At the city of Branson’s Alderman’s public Work Session on June 5, Alderwomen Sandra Williams said words to the effect that she disagreed with changing the time limit of speakers from ten to five minutes and that she would be making a statement against it when the issue came up at the Jun. 11 Branson Board of Alderman’s meeting but that she would be nice about it. Alderman Jack Purvis said words to the effect of, “As long as you’re nice about it.” Oh, that he had had the class and wisdom to stop there but, he demonstrated neither. Instead, Purvis went on to say, “Just don’t Dapprich us, OK.”
Pam Dapprich had been waging a tenacious and persistent battle seeking an apology from the city of Branson for the now infamous “Branson Namegate” letter of Sep. 15, 2006. That’s the letter sent to her by the city of Branson and signed by its attorney, Paul Link that tried to use a blend of coercion, deceit, bullying, and harassment to force Dapprich to drop the name “Branson” from the name of her not for profit organization, the “Branson Sports Club Inc.” She also fought to get the city to back off the heavy handed legal tactics it was using as it tried to develop a legal claim that it currently didn’t have in a misguided effort to control the future use of the name “Branson.”
It was a battle that received no support from the elected mayor or board that was then in power.

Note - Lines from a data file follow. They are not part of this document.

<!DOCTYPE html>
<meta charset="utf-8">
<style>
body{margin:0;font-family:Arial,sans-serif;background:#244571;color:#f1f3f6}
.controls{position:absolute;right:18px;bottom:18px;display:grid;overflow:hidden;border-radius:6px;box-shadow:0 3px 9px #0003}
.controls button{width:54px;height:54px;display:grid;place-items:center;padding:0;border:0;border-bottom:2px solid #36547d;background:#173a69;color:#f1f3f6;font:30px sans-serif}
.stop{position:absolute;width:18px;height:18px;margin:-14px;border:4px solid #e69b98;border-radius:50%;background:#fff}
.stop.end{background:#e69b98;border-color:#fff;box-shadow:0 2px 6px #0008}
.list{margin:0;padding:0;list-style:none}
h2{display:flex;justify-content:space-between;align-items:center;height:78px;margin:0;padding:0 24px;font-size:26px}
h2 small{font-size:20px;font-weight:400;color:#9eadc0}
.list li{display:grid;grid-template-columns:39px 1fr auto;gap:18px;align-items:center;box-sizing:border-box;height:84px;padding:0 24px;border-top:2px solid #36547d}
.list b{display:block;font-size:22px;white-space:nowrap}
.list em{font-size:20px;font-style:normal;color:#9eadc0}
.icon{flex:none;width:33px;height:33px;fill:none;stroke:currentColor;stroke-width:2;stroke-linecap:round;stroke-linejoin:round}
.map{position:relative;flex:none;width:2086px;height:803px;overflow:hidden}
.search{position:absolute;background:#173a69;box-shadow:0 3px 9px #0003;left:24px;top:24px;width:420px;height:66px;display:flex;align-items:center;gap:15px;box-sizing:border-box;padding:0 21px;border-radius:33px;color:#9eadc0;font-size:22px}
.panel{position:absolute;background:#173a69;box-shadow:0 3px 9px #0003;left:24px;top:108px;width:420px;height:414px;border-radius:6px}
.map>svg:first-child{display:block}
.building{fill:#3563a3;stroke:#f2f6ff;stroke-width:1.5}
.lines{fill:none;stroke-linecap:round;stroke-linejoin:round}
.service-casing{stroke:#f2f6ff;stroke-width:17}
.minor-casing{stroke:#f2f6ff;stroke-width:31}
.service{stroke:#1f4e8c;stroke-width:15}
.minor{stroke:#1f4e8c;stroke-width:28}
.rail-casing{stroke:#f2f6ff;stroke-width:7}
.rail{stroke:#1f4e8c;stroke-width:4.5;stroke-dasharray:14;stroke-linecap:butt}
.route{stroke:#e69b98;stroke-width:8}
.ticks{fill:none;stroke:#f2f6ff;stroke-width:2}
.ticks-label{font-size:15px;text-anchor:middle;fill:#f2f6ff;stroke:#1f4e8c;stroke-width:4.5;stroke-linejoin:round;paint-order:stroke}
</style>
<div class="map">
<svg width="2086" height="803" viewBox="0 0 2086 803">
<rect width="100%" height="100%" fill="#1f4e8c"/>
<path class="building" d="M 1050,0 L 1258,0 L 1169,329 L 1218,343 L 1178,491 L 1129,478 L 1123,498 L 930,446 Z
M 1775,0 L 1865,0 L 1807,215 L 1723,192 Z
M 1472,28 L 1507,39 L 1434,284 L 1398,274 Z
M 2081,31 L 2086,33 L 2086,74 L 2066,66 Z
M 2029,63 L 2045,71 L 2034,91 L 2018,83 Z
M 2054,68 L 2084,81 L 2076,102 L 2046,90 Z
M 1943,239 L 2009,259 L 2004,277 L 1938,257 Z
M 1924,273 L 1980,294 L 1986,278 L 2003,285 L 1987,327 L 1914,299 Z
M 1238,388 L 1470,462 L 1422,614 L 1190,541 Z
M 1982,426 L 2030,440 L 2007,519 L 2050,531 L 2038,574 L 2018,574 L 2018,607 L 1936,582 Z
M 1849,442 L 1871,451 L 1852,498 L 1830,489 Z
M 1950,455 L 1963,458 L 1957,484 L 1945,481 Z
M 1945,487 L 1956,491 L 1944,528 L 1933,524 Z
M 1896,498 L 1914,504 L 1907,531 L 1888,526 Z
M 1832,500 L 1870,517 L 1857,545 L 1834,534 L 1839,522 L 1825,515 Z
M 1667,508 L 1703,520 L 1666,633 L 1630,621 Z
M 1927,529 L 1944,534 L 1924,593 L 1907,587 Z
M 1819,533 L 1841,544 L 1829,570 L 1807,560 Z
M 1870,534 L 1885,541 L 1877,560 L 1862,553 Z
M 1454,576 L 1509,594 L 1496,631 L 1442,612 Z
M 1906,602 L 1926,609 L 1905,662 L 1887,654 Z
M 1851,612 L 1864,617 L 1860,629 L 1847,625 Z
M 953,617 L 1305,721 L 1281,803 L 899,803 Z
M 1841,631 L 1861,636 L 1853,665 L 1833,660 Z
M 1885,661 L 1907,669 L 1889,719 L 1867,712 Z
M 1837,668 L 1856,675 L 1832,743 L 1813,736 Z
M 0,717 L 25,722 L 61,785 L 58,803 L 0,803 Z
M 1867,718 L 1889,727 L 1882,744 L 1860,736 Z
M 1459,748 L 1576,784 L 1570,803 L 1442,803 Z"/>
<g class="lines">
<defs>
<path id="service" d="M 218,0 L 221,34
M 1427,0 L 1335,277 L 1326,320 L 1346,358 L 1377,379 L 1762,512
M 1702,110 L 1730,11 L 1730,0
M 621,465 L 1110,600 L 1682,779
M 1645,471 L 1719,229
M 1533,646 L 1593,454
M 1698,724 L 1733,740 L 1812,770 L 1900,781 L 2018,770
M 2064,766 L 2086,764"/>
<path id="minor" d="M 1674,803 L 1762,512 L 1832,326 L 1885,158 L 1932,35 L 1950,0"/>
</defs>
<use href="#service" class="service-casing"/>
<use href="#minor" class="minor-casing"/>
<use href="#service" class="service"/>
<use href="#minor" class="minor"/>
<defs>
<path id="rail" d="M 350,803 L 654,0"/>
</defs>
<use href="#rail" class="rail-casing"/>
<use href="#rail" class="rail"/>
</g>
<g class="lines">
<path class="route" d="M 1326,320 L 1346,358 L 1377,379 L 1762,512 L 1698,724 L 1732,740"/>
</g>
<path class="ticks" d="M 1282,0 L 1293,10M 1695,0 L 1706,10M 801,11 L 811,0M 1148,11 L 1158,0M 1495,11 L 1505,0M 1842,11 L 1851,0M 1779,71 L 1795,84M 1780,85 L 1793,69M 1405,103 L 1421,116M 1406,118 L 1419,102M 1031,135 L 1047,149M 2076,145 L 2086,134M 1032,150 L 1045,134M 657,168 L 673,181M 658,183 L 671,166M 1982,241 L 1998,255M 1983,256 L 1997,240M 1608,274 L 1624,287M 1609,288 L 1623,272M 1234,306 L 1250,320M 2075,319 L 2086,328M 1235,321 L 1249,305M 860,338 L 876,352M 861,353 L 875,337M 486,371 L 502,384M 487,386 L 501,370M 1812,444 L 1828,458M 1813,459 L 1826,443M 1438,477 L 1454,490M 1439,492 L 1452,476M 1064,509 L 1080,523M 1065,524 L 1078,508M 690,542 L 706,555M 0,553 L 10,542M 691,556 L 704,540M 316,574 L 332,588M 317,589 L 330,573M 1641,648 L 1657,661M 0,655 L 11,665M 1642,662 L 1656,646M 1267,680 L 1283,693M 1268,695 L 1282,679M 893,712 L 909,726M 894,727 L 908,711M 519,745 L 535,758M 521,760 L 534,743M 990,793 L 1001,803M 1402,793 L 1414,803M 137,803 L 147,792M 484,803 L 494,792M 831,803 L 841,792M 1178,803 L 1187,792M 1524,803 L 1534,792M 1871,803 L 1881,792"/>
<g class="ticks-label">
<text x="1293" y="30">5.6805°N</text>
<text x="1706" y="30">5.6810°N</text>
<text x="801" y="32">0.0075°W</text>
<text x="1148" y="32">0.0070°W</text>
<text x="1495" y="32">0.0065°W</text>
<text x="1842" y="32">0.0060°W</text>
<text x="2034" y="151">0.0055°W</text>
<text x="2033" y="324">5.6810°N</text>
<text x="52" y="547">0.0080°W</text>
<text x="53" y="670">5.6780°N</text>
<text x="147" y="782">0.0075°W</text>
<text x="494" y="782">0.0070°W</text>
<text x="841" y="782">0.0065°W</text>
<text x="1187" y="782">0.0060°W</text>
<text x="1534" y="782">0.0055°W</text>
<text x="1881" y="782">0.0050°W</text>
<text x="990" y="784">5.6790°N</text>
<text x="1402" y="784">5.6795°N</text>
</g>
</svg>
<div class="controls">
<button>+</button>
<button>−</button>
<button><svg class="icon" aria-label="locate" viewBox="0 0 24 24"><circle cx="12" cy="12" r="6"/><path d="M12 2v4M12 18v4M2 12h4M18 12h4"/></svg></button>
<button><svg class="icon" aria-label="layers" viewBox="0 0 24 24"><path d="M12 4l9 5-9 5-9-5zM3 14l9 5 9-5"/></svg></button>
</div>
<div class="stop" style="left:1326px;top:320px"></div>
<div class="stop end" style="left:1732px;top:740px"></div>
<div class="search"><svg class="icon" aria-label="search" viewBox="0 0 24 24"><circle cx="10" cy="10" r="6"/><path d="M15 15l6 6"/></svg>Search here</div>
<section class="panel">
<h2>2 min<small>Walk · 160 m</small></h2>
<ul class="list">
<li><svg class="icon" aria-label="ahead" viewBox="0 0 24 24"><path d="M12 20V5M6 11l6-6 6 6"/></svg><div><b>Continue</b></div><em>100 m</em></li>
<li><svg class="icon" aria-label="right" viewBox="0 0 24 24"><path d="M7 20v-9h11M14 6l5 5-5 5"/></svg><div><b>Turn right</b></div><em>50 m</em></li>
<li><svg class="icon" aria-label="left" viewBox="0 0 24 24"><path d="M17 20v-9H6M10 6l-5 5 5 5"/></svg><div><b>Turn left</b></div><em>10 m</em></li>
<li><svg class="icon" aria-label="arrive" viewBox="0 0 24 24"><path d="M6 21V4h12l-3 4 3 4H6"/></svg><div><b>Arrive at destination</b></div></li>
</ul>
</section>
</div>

However, it was a battle that highlighted very clearly, to the public, yet another example of how out of touch with the electorate the elected officials and the “Dodink Law” they failed to control was.
“Dodink Law” was a term the Ole Seagull used to categorize his opinion of the actions of the previous mayor and board of aldermen regarding their failure to exert control over the actions of the city of Branson’s administrator, Terry Dody and its attorney, Paul Link. Actions that, in the Ole Seagull’s opinion, and as evidenced very clearly in the Branson Namegate letter of Sep. 15, 2006, appeared to involve the use of intimidation and coercion to try to get businesses to give into the demands of the city or face the alternative of fighting its unlimited resources.
The good news for most people is that Dodink Law is a thing of the past because in the April election the voters took care of the portion of the problem they could by electing a new mayor and three new aldermen. The voters could not express their feeling toward Aldermen Purvis, Gass and Barker however because they will not be up for re-election until April of 2008. One of the first things the new administration did was reverse the position of the old administration regarding the Branson name change and issue a general apology for the letters that the city of Branson had sent out.
At the Jun. 11 meeting of the city of Branson’s board of aldermen, when the Ole Seagull asked Purvis why he had made such an inane and divisive statement regarding Dapprich his reply was, “I made that Statement Mr. Groman because Mrs. Dapprich has used all kinds of verbiage to describe us from snakes to other descriptive adjectives. That’s why I made that statement.”
It should be pointed out that Dapprich was not involved, even remotely, in what was being discussed at the time Purvis made his gratuitous statement and in all the appearances she made before the city counsel there is no record of Purvis ever asking the presiding officer to call her out of order for anything she said as permitted by the council’s decorum rules. To an Ole Seagull, Purvis’s statement about Dapprich appears to be a chauvinistic sexist Freudian slip back to the way he believes things used to be run under the previous administration, where a lot of the city’s business was conducted in closed executive session and behind closed doors.
Is it totally inappropriate to advise Purvis that the cloak of invisibility previously provided by the city’s inordinate use of closed sessions is not as wide as it used to be so he might want to consider exercising a tad more control over what he says in meetings? Before casting dispersions on Mrs. Dapprich maybe Purvis and those of like ilk should answer a paraphrase of the old adage, “What came first, the Dodink or the Dapprich?”